**WHAT THE EXERCISE ASKS**
Exactly as written, return every line of the data below apart from the pictures.

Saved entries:

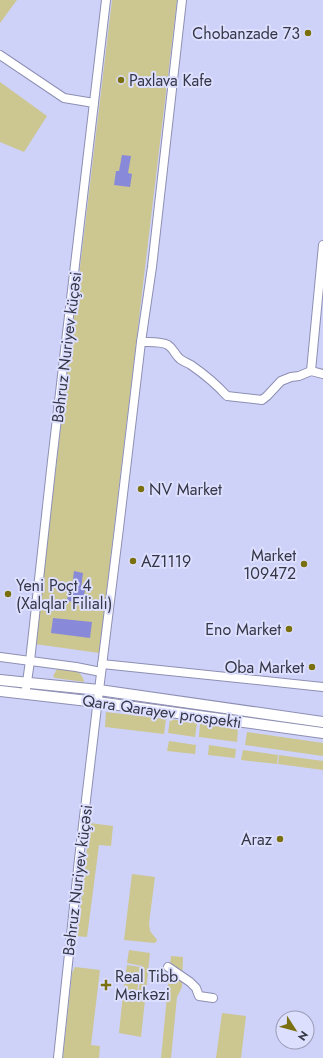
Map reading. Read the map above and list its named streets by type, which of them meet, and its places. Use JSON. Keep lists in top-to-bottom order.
{
  "streets": {
    "main road": ["Qara Qarayev prospekti"],
    "street": ["Bəhruz Nuriyev küçəsi"]
  },
  "crossings": [
    ["Bəhruz Nuriyev küçəsi", "Qara Qarayev prospekti"]
  ],
  "places": {
    "other": [
      "Chobanzade 73",
      "Paxlava Kafe",
      "NV Market",
      "AZ1119",
      "Market 109472",
      "Yeni Poçt 4 (Xalqlar Filialı)",
      "Eno Market",
      "Oba Market",
      "Araz"
    ],
    "health": ["Real Tibb Mərkəzi"]
  },
  "north": "bottom right"
}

**YOUR SOLUTION**
Map reading. Read the map above and list its named streets by type, which of them meet, and its places. Use JSON. Keep lists in top-to-bottom order.
{
  "streets": {
    "main road": ["Qara Qarayev prospekti"],
    "street": ["Bəhruz Nuriyev küçəsi"]
  },
  "crossings": [
    ["Bəhruz Nuriyev küçəsi", "Qara Qarayev prospekti"]
  ],
  "places": {
    "other": [
      "Chobanzade 73",
      "Paxlava Kafe",
      "NV Market",
      "AZ1119",
      "Market 109472",
      "Yeni Poçt 4 (Xalqlar Filialı)",
      "Eno Market",
      "Oba Market",
      "Araz"
    ],
    "health": ["Real Tibb Mərkəzi"]
  },
  "north": "bottom right"
}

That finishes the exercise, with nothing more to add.